Data for this exercise>
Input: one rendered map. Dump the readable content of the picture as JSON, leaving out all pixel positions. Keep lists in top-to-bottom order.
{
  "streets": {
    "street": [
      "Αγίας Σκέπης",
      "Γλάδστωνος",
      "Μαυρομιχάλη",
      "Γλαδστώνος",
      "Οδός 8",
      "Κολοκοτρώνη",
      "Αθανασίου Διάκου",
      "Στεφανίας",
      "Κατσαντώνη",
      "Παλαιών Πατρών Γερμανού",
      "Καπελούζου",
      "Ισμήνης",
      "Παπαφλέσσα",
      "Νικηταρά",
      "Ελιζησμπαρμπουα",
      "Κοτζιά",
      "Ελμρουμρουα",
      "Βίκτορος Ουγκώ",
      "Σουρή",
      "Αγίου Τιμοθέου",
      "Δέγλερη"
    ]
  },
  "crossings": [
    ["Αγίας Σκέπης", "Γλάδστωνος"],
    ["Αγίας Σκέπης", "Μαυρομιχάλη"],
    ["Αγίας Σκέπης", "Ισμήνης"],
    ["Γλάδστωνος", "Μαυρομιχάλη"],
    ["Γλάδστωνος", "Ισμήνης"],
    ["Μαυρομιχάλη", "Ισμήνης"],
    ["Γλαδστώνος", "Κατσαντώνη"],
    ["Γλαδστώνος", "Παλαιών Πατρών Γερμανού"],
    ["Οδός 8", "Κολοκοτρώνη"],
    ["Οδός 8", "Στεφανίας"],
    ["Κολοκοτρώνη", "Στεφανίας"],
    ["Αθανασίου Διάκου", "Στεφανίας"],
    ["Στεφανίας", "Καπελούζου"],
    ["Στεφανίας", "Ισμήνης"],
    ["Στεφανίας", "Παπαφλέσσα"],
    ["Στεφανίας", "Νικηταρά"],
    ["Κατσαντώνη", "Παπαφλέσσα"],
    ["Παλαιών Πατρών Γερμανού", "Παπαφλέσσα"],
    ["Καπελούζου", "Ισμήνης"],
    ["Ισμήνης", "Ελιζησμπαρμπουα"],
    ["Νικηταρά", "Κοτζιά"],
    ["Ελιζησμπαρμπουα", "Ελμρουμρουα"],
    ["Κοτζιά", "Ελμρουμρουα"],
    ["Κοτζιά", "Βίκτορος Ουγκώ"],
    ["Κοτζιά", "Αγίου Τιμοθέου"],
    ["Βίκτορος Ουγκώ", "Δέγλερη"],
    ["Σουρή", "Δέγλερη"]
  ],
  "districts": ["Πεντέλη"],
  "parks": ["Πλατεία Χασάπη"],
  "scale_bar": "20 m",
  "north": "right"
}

Your objective> In full and without alteration, return every line above.

Written solution>
Input: one rendered map. Dump the readable content of the picture as JSON, leaving out all pixel positions. Keep lists in top-to-bottom order.
{
  "streets": {
    "street": [
      "Αγίας Σκέπης",
      "Γλάδστωνος",
      "Μαυρομιχάλη",
      "Γλαδστώνος",
      "Οδός 8",
      "Κολοκοτρώνη",
      "Αθανασίου Διάκου",
      "Στεφανίας",
      "Κατσαντώνη",
      "Παλαιών Πατρών Γερμανού",
      "Καπελούζου",
      "Ισμήνης",
      "Παπαφλέσσα",
      "Νικηταρά",
      "Ελιζησμπαρμπουα",
      "Κοτζιά",
      "Ελμρουμρουα",
      "Βίκτορος Ουγκώ",
      "Σουρή",
      "Αγίου Τιμοθέου",
      "Δέγλερη"
    ]
  },
  "crossings": [
    ["Αγίας Σκέπης", "Γλάδστωνος"],
    ["Αγίας Σκέπης", "Μαυρομιχάλη"],
    ["Αγίας Σκέπης", "Ισμήνης"],
    ["Γλάδστωνος", "Μαυρομιχάλη"],
    ["Γλάδστωνος", "Ισμήνης"],
    ["Μαυρομιχάλη", "Ισμήνης"],
    ["Γλαδστώνος", "Κατσαντώνη"],
    ["Γλαδστώνος", "Παλαιών Πατρών Γερμανού"],
    ["Οδός 8", "Κολοκοτρώνη"],
    ["Οδός 8", "Στεφανίας"],
    ["Κολοκοτρώνη", "Στεφανίας"],
    ["Αθανασίου Διάκου", "Στεφανίας"],
    ["Στεφανίας", "Καπελούζου"],
    ["Στεφανίας", "Ισμήνης"],
    ["Στεφανίας", "Παπαφλέσσα"],
    ["Στεφανίας", "Νικηταρά"],
    ["Κατσαντώνη", "Παπαφλέσσα"],
    ["Παλαιών Πατρών Γερμανού", "Παπαφλέσσα"],
    ["Καπελούζου", "Ισμήνης"],
    ["Ισμήνης", "Ελιζησμπαρμπουα"],
    ["Νικηταρά", "Κοτζιά"],
    ["Ελιζησμπαρμπουα", "Ελμρουμρουα"],
    ["Κοτζιά", "Ελμρουμρουα"],
    ["Κοτζιά", "Βίκτορος Ουγκώ"],
    ["Κοτζιά", "Αγίου Τιμοθέου"],
    ["Βίκτορος Ουγκώ", "Δέγλερη"],
    ["Σουρή", "Δέγλερη"]
  ],
  "districts": ["Πεντέλη"],
  "parks": ["Πλατεία Χασάπη"],
  "scale_bar": "20 m",
  "north": "right"
}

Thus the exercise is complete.